McChord Reservist shoots straight from the hip about new command

  • Published
  • By Staff Sgt. Rachael Garneau
  • 446th Airlift Wing Public Affairs
In the midst of 280 acres of flat Colorado farmland, stands a man with the gaze of Clint Eastwood. His day will include bailing hay, tending his barn or herding cattle with his son. It's hard work, but at least he can look out at his ranch and admire the fruits of his labor.

This dream life is a reality for Col. Leon Barringer, the newly-appointed 446th Aeromedical Staging Squadron commander here.

Once a month, Barringer swaps his cowboy boots for combat boots and hoofs it from his Colorado home to his duty station here at McChord Field. In addition to his command role with ASTS, he works as a civilian large-animal veterinarian at both his ranch in Fairplay, Colo., and near his home in Monument, Colo.

However, Barringer's history isn't all about helping four-legged patients. He's a combat veteran with medic experience on the battlefield. He also served with Special Forces in the Army Reserve for 16 years.

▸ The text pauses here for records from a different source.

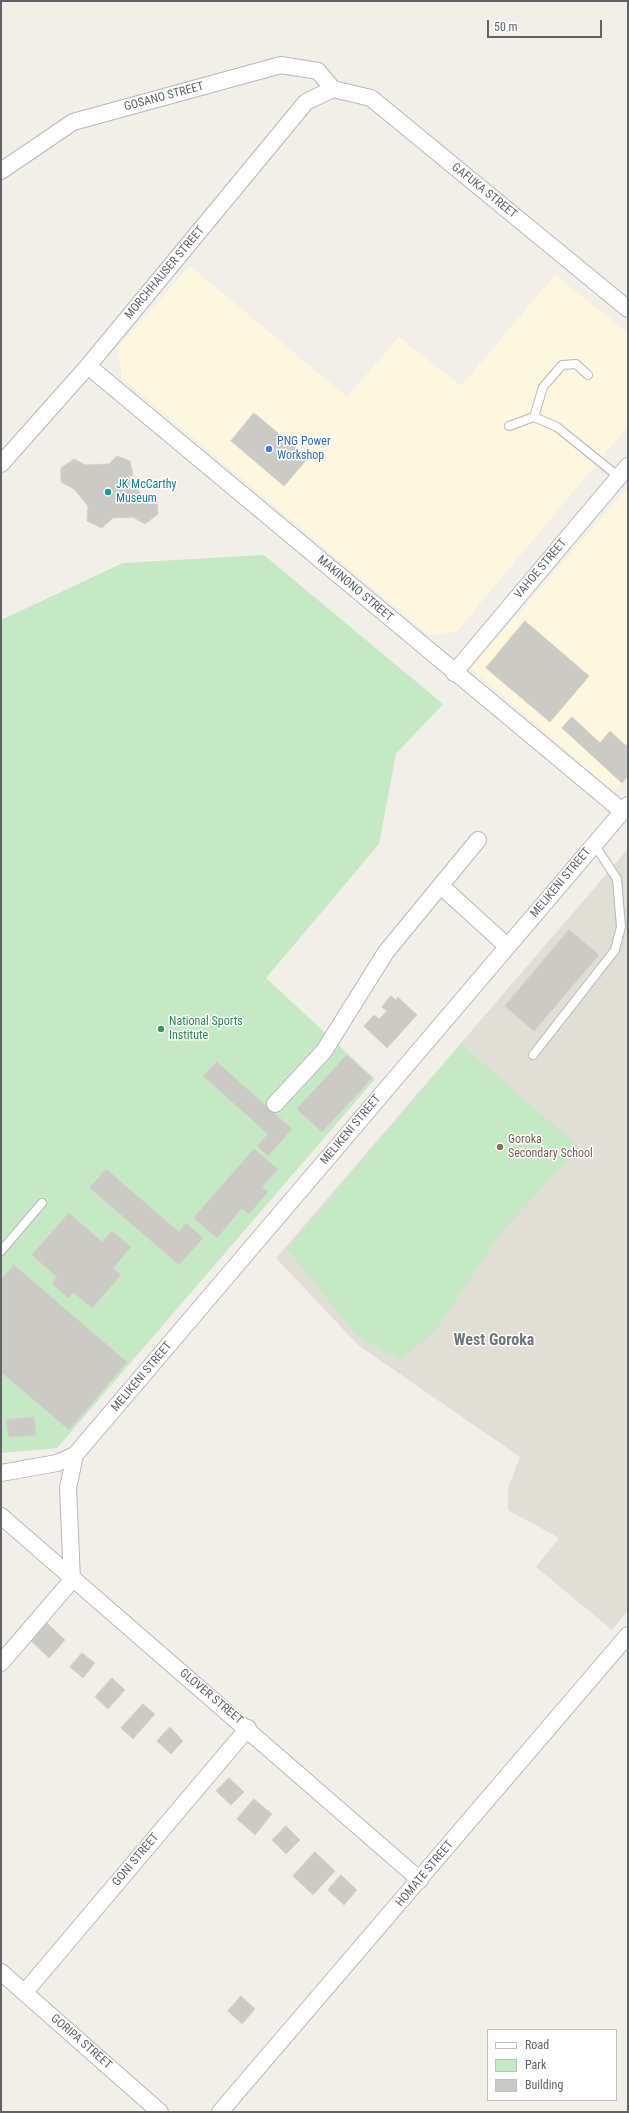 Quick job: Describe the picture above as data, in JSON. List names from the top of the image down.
{
  "streets": {
    "street": [
      "GOSANO STREET",
      "GAFUKA STREET",
      "MORCHHAUSER STREET",
      "VAHOE STREET",
      "MAKINONO STREET",
      "MELIKENI STREET",
      "GLOVER STREET",
      "GONI STREET",
      "HOMATE STREET",
      "GORIPA STREET"
    ]
  },
  "crossings": [
    ["GOSANO STREET", "GAFUKA STREET"],
    ["GOSANO STREET", "MORCHHAUSER STREET"],
    ["GAFUKA STREET", "MORCHHAUSER STREET"],
    ["MORCHHAUSER STREET", "MAKINONO STREET"],
    ["VAHOE STREET", "MAKINONO STREET"],
    ["MAKINONO STREET", "MELIKENI STREET"],
    ["MELIKENI STREET", "GLOVER STREET"],
    ["GLOVER STREET", "GONI STREET"],
    ["GLOVER STREET", "HOMATE STREET"],
    ["GONI STREET", "GORIPA STREET"]
  ],
  "districts": ["West Goroka"],
  "places": [
    "PNG Power Workshop",
    "JK McCarthy Museum",
    "National Sports Institute",
    "Goroka Secondary School"
  ],
  "legend": ["Road", "Park", "Building"],
  "scale_bar": "50 m"
}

"I think having a special operations background teaches you not to panic in chaos," said Barringer. "In fact, you can thrive in chaos. In this position, with a lot of things happening around you, there is no such thing as a normal drill weekend. If someone came in here right now with some sort of catastrophic problem, my training would be to deduce it to the integral parts and move through it. I'm not going to lose control with a knee-jerk reaction."

Barringer joined the 446th ASTS in 2005 as a Public Health officer. His most recent deployment was in 2011 when he acted as the deputy command surgeon in Kabul, Afghanistan. Because of this background, he believes in having a well-prepared, mobile force.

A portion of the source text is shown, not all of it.